- _To do_:
Your answer must match the entries below word for word.

[Dataset entries]
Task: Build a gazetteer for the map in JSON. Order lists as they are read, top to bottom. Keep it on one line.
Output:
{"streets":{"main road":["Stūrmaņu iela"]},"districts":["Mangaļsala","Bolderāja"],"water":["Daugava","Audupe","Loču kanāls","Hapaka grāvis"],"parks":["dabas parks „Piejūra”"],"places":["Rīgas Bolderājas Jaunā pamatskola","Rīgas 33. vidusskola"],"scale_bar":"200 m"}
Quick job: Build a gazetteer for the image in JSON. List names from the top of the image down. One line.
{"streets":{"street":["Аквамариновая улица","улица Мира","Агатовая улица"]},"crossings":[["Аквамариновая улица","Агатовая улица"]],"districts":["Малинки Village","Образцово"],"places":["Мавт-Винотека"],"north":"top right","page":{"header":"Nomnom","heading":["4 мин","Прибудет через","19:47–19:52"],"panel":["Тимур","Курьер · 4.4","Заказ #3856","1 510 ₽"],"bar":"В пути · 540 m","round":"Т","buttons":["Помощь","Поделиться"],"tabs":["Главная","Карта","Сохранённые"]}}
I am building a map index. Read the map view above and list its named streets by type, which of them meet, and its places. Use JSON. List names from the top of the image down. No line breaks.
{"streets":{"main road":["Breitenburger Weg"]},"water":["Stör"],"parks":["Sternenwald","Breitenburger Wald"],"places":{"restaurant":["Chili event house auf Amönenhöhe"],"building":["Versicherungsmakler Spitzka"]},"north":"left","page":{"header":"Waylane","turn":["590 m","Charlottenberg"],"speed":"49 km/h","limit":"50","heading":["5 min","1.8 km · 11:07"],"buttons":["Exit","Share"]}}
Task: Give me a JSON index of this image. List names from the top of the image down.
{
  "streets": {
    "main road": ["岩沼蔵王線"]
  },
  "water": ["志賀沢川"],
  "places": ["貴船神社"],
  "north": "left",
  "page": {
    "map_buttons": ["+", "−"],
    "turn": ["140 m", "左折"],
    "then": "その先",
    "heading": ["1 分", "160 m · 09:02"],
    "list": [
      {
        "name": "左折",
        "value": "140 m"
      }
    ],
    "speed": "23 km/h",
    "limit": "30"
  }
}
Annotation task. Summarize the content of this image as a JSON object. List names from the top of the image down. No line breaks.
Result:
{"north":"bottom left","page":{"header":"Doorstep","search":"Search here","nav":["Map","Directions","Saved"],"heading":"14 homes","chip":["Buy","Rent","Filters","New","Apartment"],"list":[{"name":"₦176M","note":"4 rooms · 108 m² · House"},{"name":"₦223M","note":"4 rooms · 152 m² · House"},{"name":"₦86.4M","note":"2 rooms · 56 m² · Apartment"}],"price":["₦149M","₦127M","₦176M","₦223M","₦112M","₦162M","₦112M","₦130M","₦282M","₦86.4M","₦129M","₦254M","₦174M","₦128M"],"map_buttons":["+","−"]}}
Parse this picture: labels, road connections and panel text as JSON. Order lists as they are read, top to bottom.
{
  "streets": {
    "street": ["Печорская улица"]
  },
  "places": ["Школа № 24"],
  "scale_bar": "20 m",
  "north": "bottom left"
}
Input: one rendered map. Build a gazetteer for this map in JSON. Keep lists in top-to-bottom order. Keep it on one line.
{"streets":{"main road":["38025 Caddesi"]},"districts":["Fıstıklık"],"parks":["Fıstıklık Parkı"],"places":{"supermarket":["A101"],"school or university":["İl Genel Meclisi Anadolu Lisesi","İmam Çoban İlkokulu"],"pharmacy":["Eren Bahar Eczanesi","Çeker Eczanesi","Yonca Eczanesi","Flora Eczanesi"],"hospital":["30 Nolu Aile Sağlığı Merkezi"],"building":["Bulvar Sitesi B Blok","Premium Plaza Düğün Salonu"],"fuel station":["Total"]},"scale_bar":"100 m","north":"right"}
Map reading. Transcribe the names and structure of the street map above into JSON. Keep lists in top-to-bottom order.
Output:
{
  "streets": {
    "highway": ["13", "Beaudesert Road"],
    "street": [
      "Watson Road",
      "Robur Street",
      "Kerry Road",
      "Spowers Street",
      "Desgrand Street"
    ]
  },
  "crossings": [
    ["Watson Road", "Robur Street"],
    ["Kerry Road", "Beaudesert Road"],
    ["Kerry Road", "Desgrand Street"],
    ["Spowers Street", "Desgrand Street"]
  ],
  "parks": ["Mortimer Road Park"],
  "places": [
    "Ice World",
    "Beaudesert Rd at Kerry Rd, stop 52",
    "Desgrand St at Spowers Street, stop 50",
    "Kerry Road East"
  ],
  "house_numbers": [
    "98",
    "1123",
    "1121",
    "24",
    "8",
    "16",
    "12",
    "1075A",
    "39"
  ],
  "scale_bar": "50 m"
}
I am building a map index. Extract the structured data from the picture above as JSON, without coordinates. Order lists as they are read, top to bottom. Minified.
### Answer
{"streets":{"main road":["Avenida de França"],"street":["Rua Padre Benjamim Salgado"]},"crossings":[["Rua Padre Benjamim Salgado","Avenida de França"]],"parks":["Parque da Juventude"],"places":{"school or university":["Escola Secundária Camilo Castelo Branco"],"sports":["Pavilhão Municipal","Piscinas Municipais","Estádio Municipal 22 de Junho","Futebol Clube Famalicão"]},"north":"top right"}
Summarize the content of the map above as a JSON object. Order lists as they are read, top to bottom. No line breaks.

- _Answer below_:
Task: Build a gazetteer for the map in JSON. Order lists as they are read, top to bottom. Keep it on one line.
Output:
{"streets":{"main road":["Stūrmaņu iela"]},"districts":["Mangaļsala","Bolderāja"],"water":["Daugava","Audupe","Loču kanāls","Hapaka grāvis"],"parks":["dabas parks „Piejūra”"],"places":["Rīgas Bolderājas Jaunā pamatskola","Rīgas 33. vidusskola"],"scale_bar":"200 m"}
Quick job: Build a gazetteer for the image in JSON. List names from the top of the image down. One line.
{"streets":{"street":["Аквамариновая улица","улица Мира","Агатовая улица"]},"crossings":[["Аквамариновая улица","Агатовая улица"]],"districts":["Малинки Village","Образцово"],"places":["Мавт-Винотека"],"north":"top right","page":{"header":"Nomnom","heading":["4 мин","Прибудет через","19:47–19:52"],"panel":["Тимур","Курьер · 4.4","Заказ #3856","1 510 ₽"],"bar":"В пути · 540 m","round":"Т","buttons":["Помощь","Поделиться"],"tabs":["Главная","Карта","Сохранённые"]}}
I am building a map index. Read the map view above and list its named streets by type, which of them meet, and its places. Use JSON. List names from the top of the image down. No line breaks.
{"streets":{"main road":["Breitenburger Weg"]},"water":["Stör"],"parks":["Sternenwald","Breitenburger Wald"],"places":{"restaurant":["Chili event house auf Amönenhöhe"],"building":["Versicherungsmakler Spitzka"]},"north":"left","page":{"header":"Waylane","turn":["590 m","Charlottenberg"],"speed":"49 km/h","limit":"50","heading":["5 min","1.8 km · 11:07"],"buttons":["Exit","Share"]}}
Task: Give me a JSON index of this image. List names from the top of the image down.
{
  "streets": {
    "main road": ["岩沼蔵王線"]
  },
  "water": ["志賀沢川"],
  "places": ["貴船神社"],
  "north": "left",
  "page": {
    "map_buttons": ["+", "−"],
    "turn": ["140 m", "左折"],
    "then": "その先",
    "heading": ["1 分", "160 m · 09:02"],
    "list": [
      {
        "name": "左折",
        "value": "140 m"
      }
    ],
    "speed": "23 km/h",
    "limit": "30"
  }
}
Annotation task. Summarize the content of this image as a JSON object. List names from the top of the image down. No line breaks.
Result:
{"north":"bottom left","page":{"header":"Doorstep","search":"Search here","nav":["Map","Directions","Saved"],"heading":"14 homes","chip":["Buy","Rent","Filters","New","Apartment"],"list":[{"name":"₦176M","note":"4 rooms · 108 m² · House"},{"name":"₦223M","note":"4 rooms · 152 m² · House"},{"name":"₦86.4M","note":"2 rooms · 56 m² · Apartment"}],"price":["₦149M","₦127M","₦176M","₦223M","₦112M","₦162M","₦112M","₦130M","₦282M","₦86.4M","₦129M","₦254M","₦174M","₦128M"],"map_buttons":["+","−"]}}
Parse this picture: labels, road connections and panel text as JSON. Order lists as they are read, top to bottom.
{
  "streets": {
    "street": ["Печорская улица"]
  },
  "places": ["Школа № 24"],
  "scale_bar": "20 m",
  "north": "bottom left"
}
Input: one rendered map. Build a gazetteer for this map in JSON. Keep lists in top-to-bottom order. Keep it on one line.
{"streets":{"main road":["38025 Caddesi"]},"districts":["Fıstıklık"],"parks":["Fıstıklık Parkı"],"places":{"supermarket":["A101"],"school or university":["İl Genel Meclisi Anadolu Lisesi","İmam Çoban İlkokulu"],"pharmacy":["Eren Bahar Eczanesi","Çeker Eczanesi","Yonca Eczanesi","Flora Eczanesi"],"hospital":["30 Nolu Aile Sağlığı Merkezi"],"building":["Bulvar Sitesi B Blok","Premium Plaza Düğün Salonu"],"fuel station":["Total"]},"scale_bar":"100 m","north":"right"}
Map reading. Transcribe the names and structure of the street map above into JSON. Keep lists in top-to-bottom order.
Output:
{
  "streets": {
    "highway": ["13", "Beaudesert Road"],
    "street": [
      "Watson Road",
      "Robur Street",
      "Kerry Road",
      "Spowers Street",
      "Desgrand Street"
    ]
  },
  "crossings": [
    ["Watson Road", "Robur Street"],
    ["Kerry Road", "Beaudesert Road"],
    ["Kerry Road", "Desgrand Street"],
    ["Spowers Street", "Desgrand Street"]
  ],
  "parks": ["Mortimer Road Park"],
  "places": [
    "Ice World",
    "Beaudesert Rd at Kerry Rd, stop 52",
    "Desgrand St at Spowers Street, stop 50",
    "Kerry Road East"
  ],
  "house_numbers": [
    "98",
    "1123",
    "1121",
    "24",
    "8",
    "16",
    "12",
    "1075A",
    "39"
  ],
  "scale_bar": "50 m"
}
I am building a map index. Extract the structured data from the picture above as JSON, without coordinates. Order lists as they are read, top to bottom. Minified.
### Answer
{"streets":{"main road":["Avenida de França"],"street":["Rua Padre Benjamim Salgado"]},"crossings":[["Rua Padre Benjamim Salgado","Avenida de França"]],"parks":["Parque da Juventude"],"places":{"school or university":["Escola Secundária Camilo Castelo Branco"],"sports":["Pavilhão Municipal","Piscinas Municipais","Estádio Municipal 22 de Junho","Futebol Clube Famalicão"]},"north":"top right"}
Summarize the content of the map above as a JSON object. Order lists as they are read, top to bottom. No line breaks.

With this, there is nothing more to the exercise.